The arrival of Danish and his family comes after Immigration Minister Kris Faafoi ruled out reopening resettlement applications for Afghans who worked with New Zealand during the war in Afghanistan – some of whom are at risk of reprisals from the Taliban.

The Government announced the resettlement process after the Taliban seized power, but applications were closed on August 25.

Prime Minister Jacinda Ardern said the Government was considering offering help to a broader group of Afghans to reside “elsewhere”, the first confirmation it might take more refugees from Afghanistan.

The decision to accept the former vice-president and 13 family members has provoked confusion and anger among local Afghans that Stuff has spoken to, including a number who served with the New Zealand Defence Force.

An Afghan member of the New Zealand SAS unit based in Kabul from 2009-2012 said Afghans who worked with the NZDF should have been prioritised for resettlement – not people like Danish, who he said shared responsibility for the collapse of Afghanistan’s government.

“It’s very frustrating that someone from the corrupt leadership of Afghanistan – with zero connection to New Zealand – has been resettled in this country, when people who directly supported the New Zealand SAS have been left behind,” he said.

“He was already safe in Turkey, so it would be hard to understand if Kiwi taxpayers are paying for Danish and his family to start a new life in New Zealand.”

Other Afghans with links to the New Zealand SAS told Stuff that Colonel Abdul Ghaffar Hotak, the former deputy commander of the Afghan government’s Crisis Response Unit, which the SAS trained and fought with from 2009-2012, had been recently killed by the Taliban.

One Afghan described Hotak as a highly professional and trustworthy officer who worked closely with SAS troopers and was “a very noble person.”

He said it was “shameful and disgraceful” that Danish and his family members had been resettled in New Zealand when men like Hotak had been abandoned.

In his statement, Twyford said that Danish’s position on human rights was a factor in his admission to New Zealand.

Twyford said the Government had provided safe haven to around 200 Afghans whose lives were at extreme risk from the Taliban.
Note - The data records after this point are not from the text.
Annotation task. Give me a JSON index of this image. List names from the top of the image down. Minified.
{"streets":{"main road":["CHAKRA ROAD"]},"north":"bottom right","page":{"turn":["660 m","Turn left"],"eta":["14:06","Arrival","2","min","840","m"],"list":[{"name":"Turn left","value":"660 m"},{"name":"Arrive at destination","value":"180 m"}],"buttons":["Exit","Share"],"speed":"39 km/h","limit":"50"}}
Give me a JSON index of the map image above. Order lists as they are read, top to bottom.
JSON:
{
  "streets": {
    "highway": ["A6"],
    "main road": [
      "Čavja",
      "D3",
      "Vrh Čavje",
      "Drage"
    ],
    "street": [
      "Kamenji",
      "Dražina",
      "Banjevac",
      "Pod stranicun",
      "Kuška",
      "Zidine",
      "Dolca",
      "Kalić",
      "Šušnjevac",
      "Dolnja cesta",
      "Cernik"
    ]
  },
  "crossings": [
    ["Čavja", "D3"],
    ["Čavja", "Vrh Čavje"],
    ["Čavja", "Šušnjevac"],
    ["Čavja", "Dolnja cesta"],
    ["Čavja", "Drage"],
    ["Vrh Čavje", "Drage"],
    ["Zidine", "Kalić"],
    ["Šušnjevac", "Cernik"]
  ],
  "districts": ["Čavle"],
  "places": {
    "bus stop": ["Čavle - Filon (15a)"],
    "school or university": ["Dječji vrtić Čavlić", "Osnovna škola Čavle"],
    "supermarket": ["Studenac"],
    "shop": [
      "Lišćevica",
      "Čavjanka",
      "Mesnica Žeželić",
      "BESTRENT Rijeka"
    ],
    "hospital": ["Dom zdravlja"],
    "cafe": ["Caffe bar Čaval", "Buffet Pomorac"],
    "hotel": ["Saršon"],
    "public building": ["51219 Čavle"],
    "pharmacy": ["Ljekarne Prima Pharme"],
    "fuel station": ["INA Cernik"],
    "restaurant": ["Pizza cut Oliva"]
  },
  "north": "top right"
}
That included female judges, journalists, human rights workers, NGO leaders, women’s rights advocates, LGBTQI, “and some politicians who stood up for human rights like Sarwar Danish”.

Tens of thousands of Afghans who fled Kabul as the Taliban took over are currently in countries without visas to stay there. Twyford said that some of the Afghans who New Zealand has supported had come from third-party countries where they had no visas allowing them to stay.